La saga USA/Corée du Nord expliquée

Une petite analogie simpliste pour y voir plus clair dans la saga USA/Corée du Nord :

Mettons que la communauté internationale est une école.

Il y a quelques pays qui ont plus d’influence que les autres. Ce sont les profs. Ils choisissent les règles et comment les faire respecter.

Ensuite, une douzaine d’autres ont moins de pouvoir, mais sont quant même importants et possèdent une certaine influence. Ce sont les employés de soutien. Certains espèrent une promotion et en auront probablement une un jour, mais pour l’instant ils sont en soutien.

Les autres pays représentent les jeunes de l’école. C’est sûr que certains d’entre eux ressortent du lot car leur famille possède des richesses importantes pour la communauté internationale. Ils peuvent influencer certaines décisions. D’autres étudient et/ou manigancent pour devenir employé de soutien, voire même profs, à la fin de leurs études.

Les États-Unis, eux, sont au poste de directeur d’école. Ils ont déjà été profs et ont eu une promotion il y a quelques décennies. L’ancien directeur était quant même relax et, malgré quelques erreurs, il s’en est plutôt bien sorti. Il a été remplacé récemment par son cousin éloigné qui a fait très peu d’études.

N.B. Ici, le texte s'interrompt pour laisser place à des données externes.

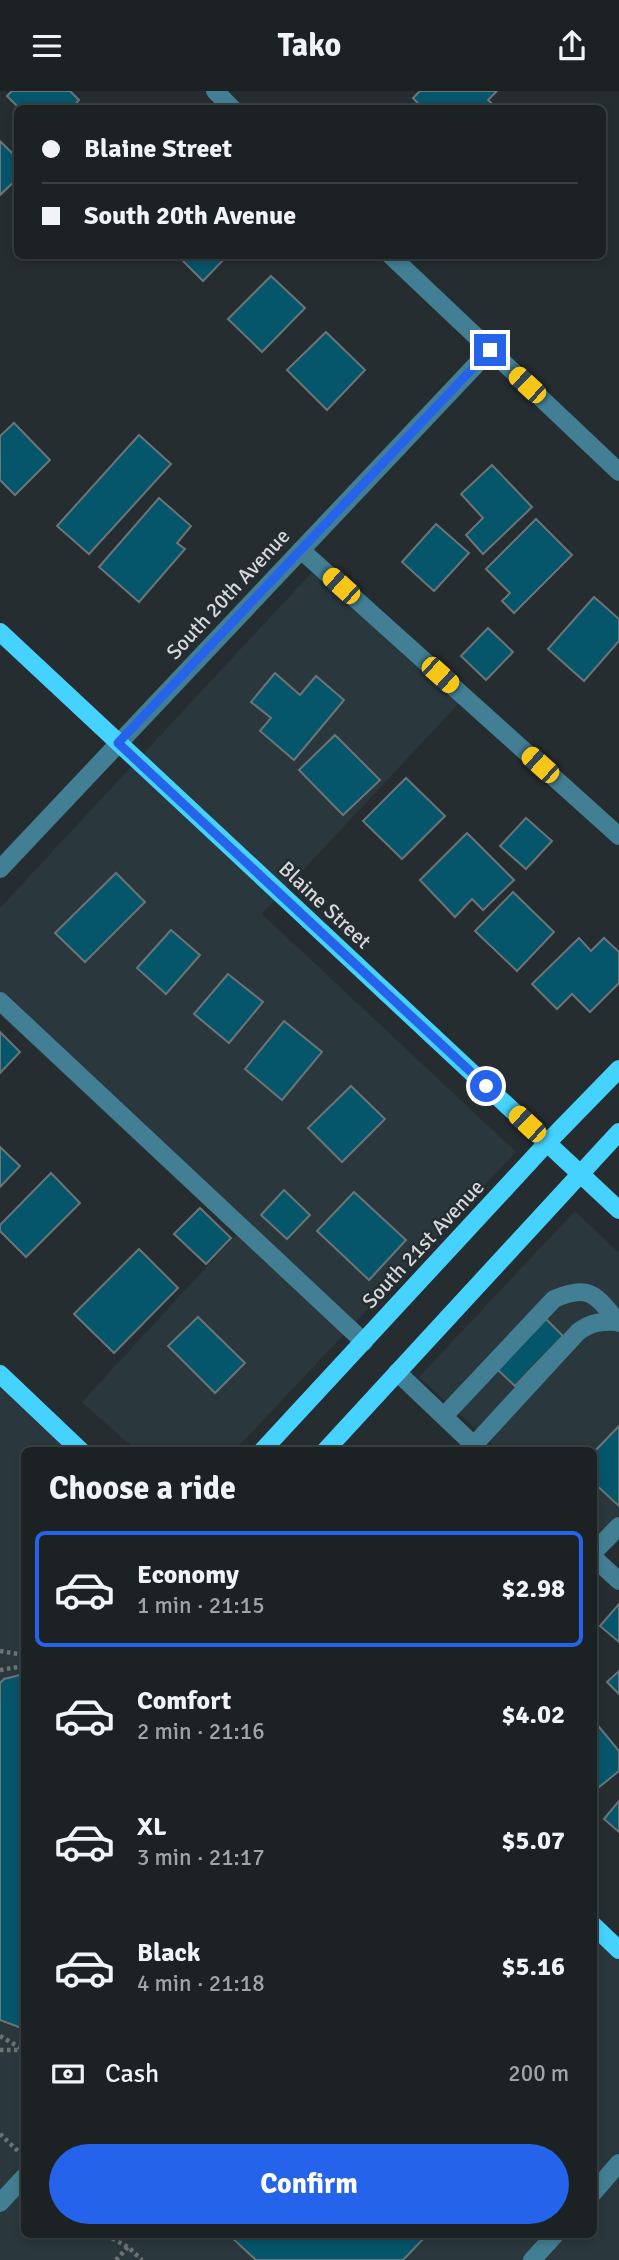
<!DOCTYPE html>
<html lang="en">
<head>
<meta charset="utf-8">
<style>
  body { margin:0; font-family:Signika,sans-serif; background:#252a2c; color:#f1f3f6; height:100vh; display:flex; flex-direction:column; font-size:26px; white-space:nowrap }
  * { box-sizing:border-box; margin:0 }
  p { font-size:23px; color:#a0a4a6 }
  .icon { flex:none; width:38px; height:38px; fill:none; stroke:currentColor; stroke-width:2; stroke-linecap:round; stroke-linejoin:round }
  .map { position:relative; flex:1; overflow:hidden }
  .details { position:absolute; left:21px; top:1356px; width:576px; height:791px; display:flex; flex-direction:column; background:#1c2224; border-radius:10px; box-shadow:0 4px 10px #0003,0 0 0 2px #3a3f41 }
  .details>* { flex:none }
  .banner { position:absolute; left:14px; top:14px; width:592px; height:154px; border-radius:10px; box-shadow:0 4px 10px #0003,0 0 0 2px #3a3f41; display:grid; align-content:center; height:154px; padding:0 28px; background:#1c2224 }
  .end { position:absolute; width:32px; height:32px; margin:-16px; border:9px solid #2563eb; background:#fff; box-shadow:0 0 0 4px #fff }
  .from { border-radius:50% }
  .car { position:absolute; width:21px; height:42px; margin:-21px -10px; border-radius:9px; box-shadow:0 0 5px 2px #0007; background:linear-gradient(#f5c518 24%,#345 0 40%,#f5c518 0 76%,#345 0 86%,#f5c518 0) }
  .banner b { display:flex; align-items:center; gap:24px; height:66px; font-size:26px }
  .banner b+b { border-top:2px solid #3a3f41 }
  .banner i { width:18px; height:18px; background:#f1f3f6 }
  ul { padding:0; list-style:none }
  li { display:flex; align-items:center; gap:21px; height:116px; margin:0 14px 10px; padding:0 14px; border:4px solid transparent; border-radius:10px }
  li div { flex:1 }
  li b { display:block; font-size:26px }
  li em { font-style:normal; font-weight:700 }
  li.active { border-color:#2563eb }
  li>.icon { width:63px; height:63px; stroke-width:1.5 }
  h2 { padding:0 28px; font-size:32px; line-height:84px }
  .pay { display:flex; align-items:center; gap:18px; height:77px; padding:0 28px; font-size:26px }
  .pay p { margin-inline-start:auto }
  .cta { display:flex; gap:14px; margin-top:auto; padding:14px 28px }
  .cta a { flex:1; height:80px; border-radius:42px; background:#2563eb; color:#fff; font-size:28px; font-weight:700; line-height:80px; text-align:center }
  header { display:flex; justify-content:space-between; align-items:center; height:91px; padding:0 28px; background:#1c2224; font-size:32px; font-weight:700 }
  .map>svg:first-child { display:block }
  .built { fill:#2a383e }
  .building { fill:#05556b; stroke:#6b7477; stroke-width:2 }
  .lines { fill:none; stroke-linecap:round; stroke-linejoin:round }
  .path { stroke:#6d7375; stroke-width:4.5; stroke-dasharray:3.5 3.5; stroke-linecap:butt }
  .minor { stroke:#437f94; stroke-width:18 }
  .major { stroke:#45d2fe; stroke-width:18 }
  .route { stroke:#2563eb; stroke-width:9 }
  .labels { text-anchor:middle; stroke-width:5; stroke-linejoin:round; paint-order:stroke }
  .street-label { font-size:21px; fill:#d5d9db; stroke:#262d30 }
</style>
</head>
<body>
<header><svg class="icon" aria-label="menu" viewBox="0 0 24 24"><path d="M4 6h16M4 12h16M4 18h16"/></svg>Tako<svg class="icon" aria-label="share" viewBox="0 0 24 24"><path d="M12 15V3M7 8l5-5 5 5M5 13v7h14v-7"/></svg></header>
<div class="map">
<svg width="619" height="2169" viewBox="0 0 619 2169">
  <rect width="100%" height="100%" fill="#262d30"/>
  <g class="built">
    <path d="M 315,478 L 460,611 L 262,823 L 516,1061 L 234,1360 L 137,1360 L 82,1311 L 236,1144 L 0,924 L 0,817 Z"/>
    <path d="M 575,1120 L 619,1162 L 619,1450 L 610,1459 L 593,1444 L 593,1360 L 500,1360 L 419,1286 Z"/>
    <path d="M 0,1283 L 81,1360 L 24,1360 L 24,2144 L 593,2144 L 593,1834 L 619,1859 L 619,2169 L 0,2169 Z"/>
  </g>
  <g class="building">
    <path d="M 12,0 L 70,0 L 79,9 L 71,18 L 20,18 L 7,5 Z"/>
    <path d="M 420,0 L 497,0 L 488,9 L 498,18 L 423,18 L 413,7 Z"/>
    <path d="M 0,50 L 18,68 L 18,87 L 0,104 Z"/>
    <path d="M 177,164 L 228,164 L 203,190 Z"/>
    <path d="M 271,185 L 305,217 L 262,261 L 228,228 Z"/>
    <path d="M 326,241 L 365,279 L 327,319 L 287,279 Z"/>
    <path d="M 14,332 L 50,369 L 15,404 L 0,389 L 0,345 Z"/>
    <path d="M 139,344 L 171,373 L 89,463 L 57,435 Z"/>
    <path d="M 492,374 L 532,416 L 483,463 L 466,444 L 483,427 L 461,403 Z"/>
    <path d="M 159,407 L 191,435 L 177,452 L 185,458 L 139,511 L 99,476 Z"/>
    <path d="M 536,428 L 572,464 L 514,522 L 502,510 L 510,502 L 486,478 Z"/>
    <path d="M 436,433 L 469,462 L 434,500 L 402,471 Z"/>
    <path d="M 594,506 L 619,528 L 619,550 L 584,590 L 548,558 Z"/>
    <path d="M 488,537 L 513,561 L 486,589 L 461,565 Z"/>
    <path d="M 275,582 L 300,604 L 316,585 L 344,609 L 294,669 L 260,640 L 271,627 L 251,611 Z"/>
    <path d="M 335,644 L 380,689 L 343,724 L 299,679 Z"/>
    <path d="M 406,687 L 445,725 L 402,768 L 363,730 Z"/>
    <path d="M 526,727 L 552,750 L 526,778 L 500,755 Z"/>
    <path d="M 467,742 L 514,789 L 483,819 L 472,808 L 455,826 L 420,789 Z"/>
    <path d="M 116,782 L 145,811 L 85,871 L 55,842 Z"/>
    <path d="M 513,801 L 554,841 L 517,880 L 475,840 Z"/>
    <path d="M 171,839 L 200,864 L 166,903 L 137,877 Z"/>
    <path d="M 579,847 L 591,860 L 604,847 L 619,861 L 619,892 L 590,921 L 572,903 L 557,918 L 532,893 Z"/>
    <path d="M 228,883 L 263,911 L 229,952 L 194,923 Z"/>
    <path d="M 284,930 L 322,961 L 282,1009 L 245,978 Z"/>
    <path d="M 0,941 L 20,961 L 0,982 Z"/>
    <path d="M 351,995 L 385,1028 L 342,1071 L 308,1037 Z"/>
    <path d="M 0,1056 L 20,1075 L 0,1096 Z"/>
    <path d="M 51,1082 L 80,1112 L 26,1166 L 0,1140 L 0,1134 Z"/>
    <path d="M 284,1099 L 310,1124 L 287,1148 L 261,1124 Z"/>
    <path d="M 354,1101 L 406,1149 L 369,1189 L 317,1140 Z"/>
    <path d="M 200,1117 L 231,1147 L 206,1173 L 174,1143 Z"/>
    <path d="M 139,1158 L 178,1197 L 114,1262 L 74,1223 Z"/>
    <path d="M 198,1226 L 245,1272 L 215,1302 L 168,1255 Z"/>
    <path d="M 546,1228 L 563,1245 L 515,1295 L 497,1278 Z"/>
    <path d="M 619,1335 L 619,1415 L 593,1391 L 593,1362 Z"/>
    <path d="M 619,1513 L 619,1551 L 600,1535 Z"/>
    <path d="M 619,1580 L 619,1603 L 607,1591 Z"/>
    <path d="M 24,1583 L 24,1938 L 0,1929 L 0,1592 L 4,1588 Z"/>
    <path d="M 595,1631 L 619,1660 L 619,1680 L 593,1701 L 593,1633 Z"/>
    <path d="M 619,1710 L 619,1741 L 604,1728 Z"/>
    <path d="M 229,2144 L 427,2144 L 403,2169 L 256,2169 Z"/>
  </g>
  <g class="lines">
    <g class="path">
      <path d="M 0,1560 L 24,1564"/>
      <path d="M 0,1579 L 24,1575"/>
      <path d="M 0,1945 L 24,1959"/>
      <path d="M 0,1959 L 23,1959"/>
      <path d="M 0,2043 L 20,2062"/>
      <path d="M 23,2061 L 24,1959"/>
      <path d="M 106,2144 L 128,2156 L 142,2169"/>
      <path d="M 116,2169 L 128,2156"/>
    </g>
    <g class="minor">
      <path d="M 215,0 L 233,18"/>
      <path d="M 390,164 L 619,381"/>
      <path d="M 301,459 L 619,745"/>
      <path d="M 0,778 L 490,259"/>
      <path d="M 0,910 L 364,1251"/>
      <path d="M 397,1281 L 480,1360"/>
      <path d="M 444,1325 L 554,1208 C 591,1192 596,1205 619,1232"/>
      <path d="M 474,1354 L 578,1241 C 591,1231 602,1230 618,1231"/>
      <path d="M 593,1462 L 619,1435"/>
      <path d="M 593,1466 L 619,1490"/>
      <path d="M 593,2102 L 619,2072"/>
      <path d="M 0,2112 L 24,2086"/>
      <path d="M 532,2169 L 555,2144"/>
    </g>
    <g class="major">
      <path d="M 0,541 L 619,1119"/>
      <path d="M 0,1283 L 81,1360"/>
      <path d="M 262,1360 L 547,1052 L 619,978"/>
      <path d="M 325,1360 L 619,1041"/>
      <path d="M 593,1834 L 619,1859"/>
    </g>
  </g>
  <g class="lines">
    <path class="route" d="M 486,995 L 118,652 L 490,259"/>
  </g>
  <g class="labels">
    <g class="street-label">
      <text transform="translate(228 503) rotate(-47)" y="7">South 20th Avenue</text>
      <text transform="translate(325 814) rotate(43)" y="7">Blaine Street</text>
      <text transform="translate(423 1153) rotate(-47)" y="7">South 21st Avenue</text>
    </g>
  </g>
</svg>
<i class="end from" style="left:486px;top:995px"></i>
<i class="end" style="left:490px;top:259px"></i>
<i class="car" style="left:527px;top:294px;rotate:313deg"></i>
<i class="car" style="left:341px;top:495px;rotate:312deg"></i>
<i class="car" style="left:440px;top:584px;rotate:132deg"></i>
<i class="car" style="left:540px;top:674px;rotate:312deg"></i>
<i class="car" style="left:527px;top:1033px;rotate:313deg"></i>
<div class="banner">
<b><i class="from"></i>Blaine Street</b>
<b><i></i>South 20th Avenue</b>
</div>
<section class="details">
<h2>Choose a ride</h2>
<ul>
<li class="active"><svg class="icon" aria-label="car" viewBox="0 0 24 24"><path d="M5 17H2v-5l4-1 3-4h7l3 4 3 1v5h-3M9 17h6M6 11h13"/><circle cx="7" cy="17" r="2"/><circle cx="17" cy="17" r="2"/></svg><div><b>Economy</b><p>1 min · 21:15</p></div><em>$2.98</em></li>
<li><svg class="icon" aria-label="car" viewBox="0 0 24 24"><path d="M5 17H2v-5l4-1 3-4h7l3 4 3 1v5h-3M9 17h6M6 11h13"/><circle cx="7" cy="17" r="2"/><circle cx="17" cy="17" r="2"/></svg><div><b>Comfort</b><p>2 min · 21:16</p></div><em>$4.02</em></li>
<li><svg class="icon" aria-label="car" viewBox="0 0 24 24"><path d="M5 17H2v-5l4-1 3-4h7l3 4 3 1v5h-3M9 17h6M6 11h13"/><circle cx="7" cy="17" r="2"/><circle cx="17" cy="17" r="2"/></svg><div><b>XL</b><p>3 min · 21:17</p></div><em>$5.07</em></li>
<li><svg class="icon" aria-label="car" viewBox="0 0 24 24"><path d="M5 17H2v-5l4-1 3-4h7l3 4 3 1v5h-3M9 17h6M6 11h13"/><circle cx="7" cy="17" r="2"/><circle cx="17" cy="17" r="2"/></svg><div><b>Black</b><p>4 min · 21:18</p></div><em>$5.16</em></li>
</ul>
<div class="pay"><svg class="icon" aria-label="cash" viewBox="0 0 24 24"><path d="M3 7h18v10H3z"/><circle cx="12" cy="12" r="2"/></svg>Cash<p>200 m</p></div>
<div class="cta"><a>Confirm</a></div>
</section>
</div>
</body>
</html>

La Corée du Nord, elle, est représentée par ce jeune marginal à qui pratiquement personne ne parle. Il vient d’une famille intense de style secte qui l’a élevé en enfant-roi puissance mille. Il a déjà menacé les autres de faire sauter l’école. Personne ne l’a vraiment pris au sérieux avant mais là, il vient d’emmener une arme à l’école pour faire le fanfaron devant tout le monde, espérant ainsi enfin gagner le respect de ses pairs en leur faisant peur. C’est pas la première fois qu’il fait ça mais les fois précédentes, c’était des armes jouets. Cette fois, elle semble vraie.

Avant, le directeur dealait bien avec le jeune marginal. Il l’ignorait quand c’était le temps et rappelait les règles en temps et lieu. Le nouveau directeur, lui, a beaucoup d’insécurités. Il n’a pas la cote auprès de la majorité des profs et des employés de soutien. Même dans sa famille, il y a beaucoup de tensions concernant son statut. Il a un peu (beaucoup) l’impression de faire rire de lui et enchaîne les gaffes impulsives pour tenter de remédier à la situation.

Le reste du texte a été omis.